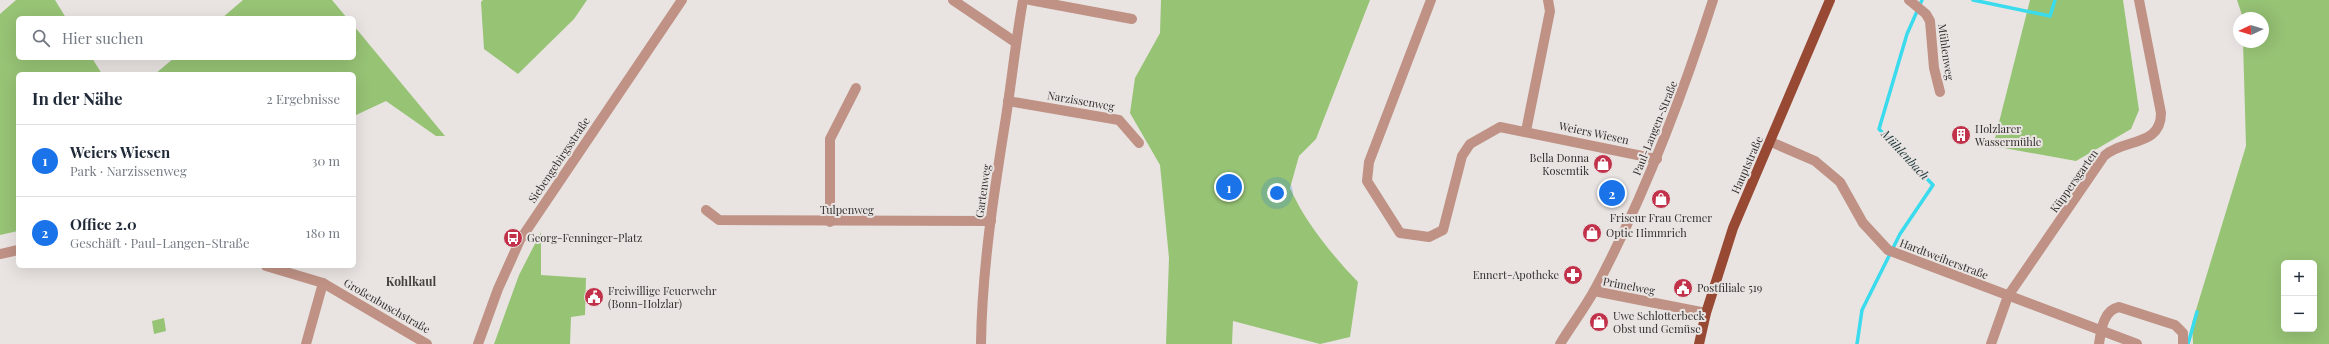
<!DOCTYPE html>
<html lang="de">
<head>
<meta charset="utf-8">
<style>
  body { margin:0; font-family:"Playfair Display",serif; background:#f2f2f3; color:#1f2937 }
  .controls { position:absolute; right:12px; bottom:12px; display:grid; overflow:hidden; border-radius:6px; box-shadow:0 4px 16px #0002 }
  .controls button { width:36px; height:36px; display:grid; place-items:center; padding:0; border:0; border-bottom:1px solid #e0e1e3; background:#fff; color:#1f2937; font:20px sans-serif }
  .compass { position:absolute; left:2233px; top:12px; width:36px; height:36px; border-radius:50%; background:#fff; box-shadow:0 4px 16px #0002; rotate:266deg }
  .you { position:absolute; left:1277px; top:193px; width:14px; height:14px; margin:-10px; border:3px solid #fff; border-radius:50%; background:#1a73e8; box-shadow:0 0 0 6px #1a73e833 }
  .badge { display:grid; place-items:center; width:26px; height:26px; border-radius:50%; background:#1a73e8; color:#fff; font-size:13px; font-weight:700 }
  .pin { position:absolute; translate:-50% -50%; border:2px solid #fff; box-shadow:0 1px 4px #0006 }
  .list { margin:0; padding:0; list-style:none }
  h2 { display:flex; justify-content:space-between; align-items:center; height:52px; margin:0; padding:0 16px; font-size:17px }
  h2 small { font-size:13px; font-weight:400; color:#747a83 }
  .list li { display:grid; grid-template-columns:26px 1fr auto; gap:12px; align-items:center; box-sizing:border-box; height:72px; padding:0 16px; border-top:1px solid #e0e1e3 }
  .list b { display:block; font-size:15px; white-space:nowrap }
  .list p { margin:0; font-size:13px; white-space:nowrap; color:#747a83 }
  .list em { font-size:13px; font-style:normal; color:#747a83 }
  .icon { flex:none; width:22px; height:22px; fill:none; stroke:currentColor; stroke-width:2; stroke-linecap:round; stroke-linejoin:round }
  .map { position:relative; flex:none; width:2329px; height:344px; overflow:hidden }
  .search { position:absolute; background:#fff; box-shadow:0 4px 16px #0002; left:16px; top:16px; width:340px; height:44px; display:flex; align-items:center; gap:10px; box-sizing:border-box; padding:0 14px; border-radius:6px; color:#747a83; font-size:15px }
  .panel { position:absolute; background:#fff; box-shadow:0 4px 16px #0002; left:16px; top:72px; width:340px; height:196px; border-radius:6px }
  .map>svg:first-child { display:block }
  .green { fill:#97c375; fill-rule:evenodd }
  .lines { fill:none; stroke-linecap:round; stroke-linejoin:round }
  .stream { stroke:#39dbed; stroke-width:3.5 }
  .minor { stroke:#bf9285; stroke-width:10 }
  .major { stroke:#974934; stroke-width:10 }
  .labels { text-anchor:middle; stroke-width:4; stroke-linejoin:round; paint-order:stroke }
  .street-label { font-size:11px; fill:#312f2e; stroke:#e9e4e2 }
  .poi-label { font-size:11px; fill:#312f2e; stroke:#e9e4e2; text-anchor:start }
  .water-label { font-size:12px; font-style:italic; fill:#193236; stroke:#e9e4e2 }
  .neighbourhood-label { font-size:12px; font-weight:bold; fill:#44413f; stroke:#e9e4e2 }
</style>
</head>
<body>
<div class="map">
<svg width="2329" height="344" viewBox="0 0 2329 344">
  <rect width="100%" height="100%" fill="#e9e4e2"/>
  <g class="green">
    <polygon points="16,0 55,0 66,18 18,18 18,58 92,58 102,74 18,74 18,231 0,235 0,14"/>
    <polygon points="243,0 332,0 347,18 222,18"/>
    <polygon points="483,0 587,0 574,19 518,74 484,49 481,2"/>
    <path d="M1161 0H1370L1316 139 1299 156 1290 188C1305 222 1332 255 1358 282L1350 337 1320 344 1233 321 1232 344H1166L1169 258 1160 165 1130 113 1135 78 1160 33Z"/>
    <polygon points="2030,0 2123,0 2139,110 2131,129 2076,161 1993,146"/>
    <path d="M2237 0H2329V344H2193L2192 323 2246 146 2243 42H2263V18H2243ZM2284 263H2314V329H2284Z"/>
    <polygon points="354,26 445,136 436,136 386,101 354,116 354,74 155,74 174,58 354,58"/>
    <polygon points="541,232 541,275 586,278 585,315 571,317 570,344 494,344 519,275"/>
    <polygon points="164,318 166,331 154,334 152,321"/>
  </g>
  <g class="lines">
    <g class="stream">
      <polyline points="1973,0 2050,16 2055,0"/>
      <polyline points="1857,344 1862,310 1900,234 1933,185 1879,129 1907,34 1922,0"/>
      <polyline points="2188,344 2197,312"/>
    </g>
    <g class="minor">
      <polyline points="953,0 1015,42"/>
      <polyline points="1030,0 1132,19"/>
      <polyline points="1431,0 1369,162 1367,181 1400,233 1429,237 1443,230 1462,156 1470,144 1500,127 1657,159"/>
      <polyline points="1909,0 1926,14 1930,21 1934,68 1940,92"/>
      <polyline points="1008,101 1119,120 1139,143"/>
      <polyline points="1526,131 1550,11 1548,0"/>
      <polyline points="1771,142 1815,161 1840,182 1863,223 1888,250 2137,344"/>
      <polyline points="706,210 719,220 991,221"/>
      <polyline points="830,222 830,139 856,88"/>
      <polyline points="0,254 18,250"/>
      <polyline points="266,266 323,283 427,344"/>
      <polyline points="1594,291 1706,313"/>
      <polyline points="306,344 323,283"/>
      <polyline points="478,344 498,289 520,240 682,0"/>
      <path d="M981 344C982 268 994 192 1006 117 1012 78 1016 39 1023 0"/>
      <path d="M1560 344C1571 326 1584 309 1594 291 1644 198 1681 100 1713 0"/>
      <path d="M1991 344 2008 296 2104 156C2124 138 2161 147 2161 113L2139 0"/>
      <path d="M2099 344C2101 331 2103 310 2119 307L2175 325 2183 333V344"/>
    </g>
    <polyline class="major" points="1699,344 1706,313 1733,228 1830,0"/>
  </g>
  <defs>
    <g id="building-disc" transform="scale(1)"><circle r="9.5" fill="#c2314a" stroke="#e9e4e2"/><path d="M-4-6H4V6H1V3H-1V6H-4ZM-2.5-4.3h1.7v1.8h-1.7ZM.8-4.3h1.7v1.8H.8ZM-2.5-1h1.7V.8h-1.7ZM.8-1h1.7V.8H.8Z" fill="#fff"/></g>
    <g id="shop-disc" transform="scale(1)"><circle r="9.5" fill="#c2314a" stroke="#e9e4e2"/><path d="M-5-2.5h2.3a2.7 3.5 0 0 1 5.4 0H5L5.5 6h-11ZM-1.5-2.5h3a1.5 2.3 0 0 0-3 0Z" fill="#fff"/></g>
    <g id="bus-disc" transform="scale(1)"><circle r="9.5" fill="#c2314a" stroke="#e9e4e2"/><path d="M-5-6H5V4H4V6H2V4H-2V6H-4V4H-5ZM-3.5-4V0h7V-4ZM-3.5 1.2v1.5H-2V1.2ZM2 1.2v1.5H3.5V1.2Z" fill="#fff"/></g>
    <g id="pharmacy-disc" transform="scale(1)"><circle r="9.5" fill="#c2314a" stroke="#e9e4e2"/><path d="M-2-6h4v4h4v4h-4v4h-4v-4h-4v-4h4Z" fill="#fff"/></g>
    <g id="civic-disc" transform="scale(1)"><circle r="9.5" fill="#c2314a" stroke="#e9e4e2"/><path d="M-.6-6.5H3V-4.5H.6V-3L4-1V1h2V6H-6V1h2V-1L-.6-3ZM-1.2 2.5V6h2.4V2.5Z" fill="#fff"/></g>
  </defs>
  <g fill-rule="evenodd">
    <use href="#building-disc" x="1961" y="135"/>
    <use href="#shop-disc" x="1603" y="164"/>
    <use href="#shop-disc" x="1661" y="199"/>
    <use href="#shop-disc" x="1592" y="233"/>
    <use href="#bus-disc" x="513" y="238"/>
    <use href="#pharmacy-disc" x="1573" y="275"/>
    <use href="#civic-disc" x="1683" y="288"/>
    <use href="#civic-disc" x="594" y="297"/>
    <use href="#shop-disc" x="1599" y="322"/>
  </g>
  <g class="labels">
    <g class="street-label">
      <text transform="translate(1946 52) rotate(82)" y="4">Mühlenweg</text>
      <text transform="translate(1081 101) rotate(10)" y="4">Narzissenweg</text>
      <text transform="translate(1655 128) rotate(-68)" y="4">Paul-Langen-Straße</text>
      <text transform="translate(1594 133) rotate(12)" y="4">Weiers Wiesen</text>
      <text transform="translate(559 160) rotate(-56)" y="4">Siebengebirgsstraße</text>
      <text transform="translate(1747 165) rotate(-66)" y="4">Hauptstraße</text>
      <text transform="translate(2074 181) rotate(-55)" y="4">Küppersgarten</text>
      <text transform="translate(983 191) rotate(-82)" y="4">Gartenweg</text>
      <text x="847" y="214">Tulpenweg</text>
      <text transform="translate(1944 259) rotate(21)" y="4">Hardtweiherstraße</text>
      <text transform="translate(1629 286) rotate(11)" y="4">Primelweg</text>
      <text transform="translate(387 306) rotate(30)" y="4">Großenbuschstraße</text>
    </g>
    <g class="poi-label">
      <text x="1975" y="133">Holzlarer<tspan x="1975" dy="13">Wassermühle</tspan></text>
      <text x="1589" y="162" text-anchor="end">Bella Donna<tspan x="1589" dy="13">Kosemtik</tspan></text>
      <text x="1661" y="222" text-anchor="middle">Friseur Frau Cremer</text>
      <text x="1606" y="237">Optic Himmrich</text>
      <text x="527" y="242">Georg-Fenninger-Platz</text>
      <text x="1559" y="279" text-anchor="end">Ennert-Apotheke</text>
      <text x="1697" y="292">Postfiliale 519</text>
      <text x="608" y="295">Freiwillige Feuerwehr<tspan x="608" dy="13">(Bonn-Holzlar)</tspan></text>
      <text x="1613" y="320">Uwe Schlotterbeck<tspan x="1613" dy="13">Obst und Gemüse</tspan></text>
    </g>
    <g class="water-label">
      <text transform="translate(1905 155) rotate(47)" y="4">Mühlenbach</text>
    </g>
    <g class="neighbourhood-label">
      <text x="411" y="286">Kohlkaul</text>
    </g>
  </g>
</svg>
<div class="controls">
<button>+</button>
<button>−</button>
</div>
<svg class="compass" viewBox="-18 -18 36 36"><path d="M0-13l5 13h-10z" fill="#e53935"/><path d="M0 13l5-13h-10z" fill="#747a83"/></svg>
<div class="you"></div>
<div class="pin badge" style="left:1229px;top:187px">1</div>
<div class="pin badge" style="left:1612px;top:193px">2</div>
<div class="search"><svg class="icon" aria-label="search" viewBox="0 0 24 24"><circle cx="10" cy="10" r="6"/><path d="M15 15l6 6"/></svg>Hier suchen</div>
<section class="panel">
<h2>In der Nähe<small>2 Ergebnisse</small></h2>
<ul class="list">
<li><span class="badge">1</span><div><b>Weiers Wiesen</b><p>Park · Narzissenweg</p></div><em>30 m</em></li>
<li><span class="badge">2</span><div><b>Office 2.0</b><p>Geschäft · Paul-Langen-Straße</p></div><em>180 m</em></li>
</ul>
</section>
</div>
</body>
</html>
==============================
Where a line of the entries contains "shop", report that line.

WRITTEN RESPONSE:
    <g id="shop-disc" transform="scale(1)"><circle r="9.5" fill="#c2314a" stroke="#e9e4e2"/><path d="M-5-2.5h2.3a2.7 3.5 0 0 1 5.4 0H5L5.5 6h-11ZM-1.5-2.5h3a1.5 2.3 0 0 0-3 0Z" fill="#fff"/></g>
    <use href="#shop-disc" x="1603" y="164"/>
    <use href="#shop-disc" x="1661" y="199"/>
    <use href="#shop-disc" x="1592" y="233"/>
    <use href="#shop-disc" x="1599" y="322"/>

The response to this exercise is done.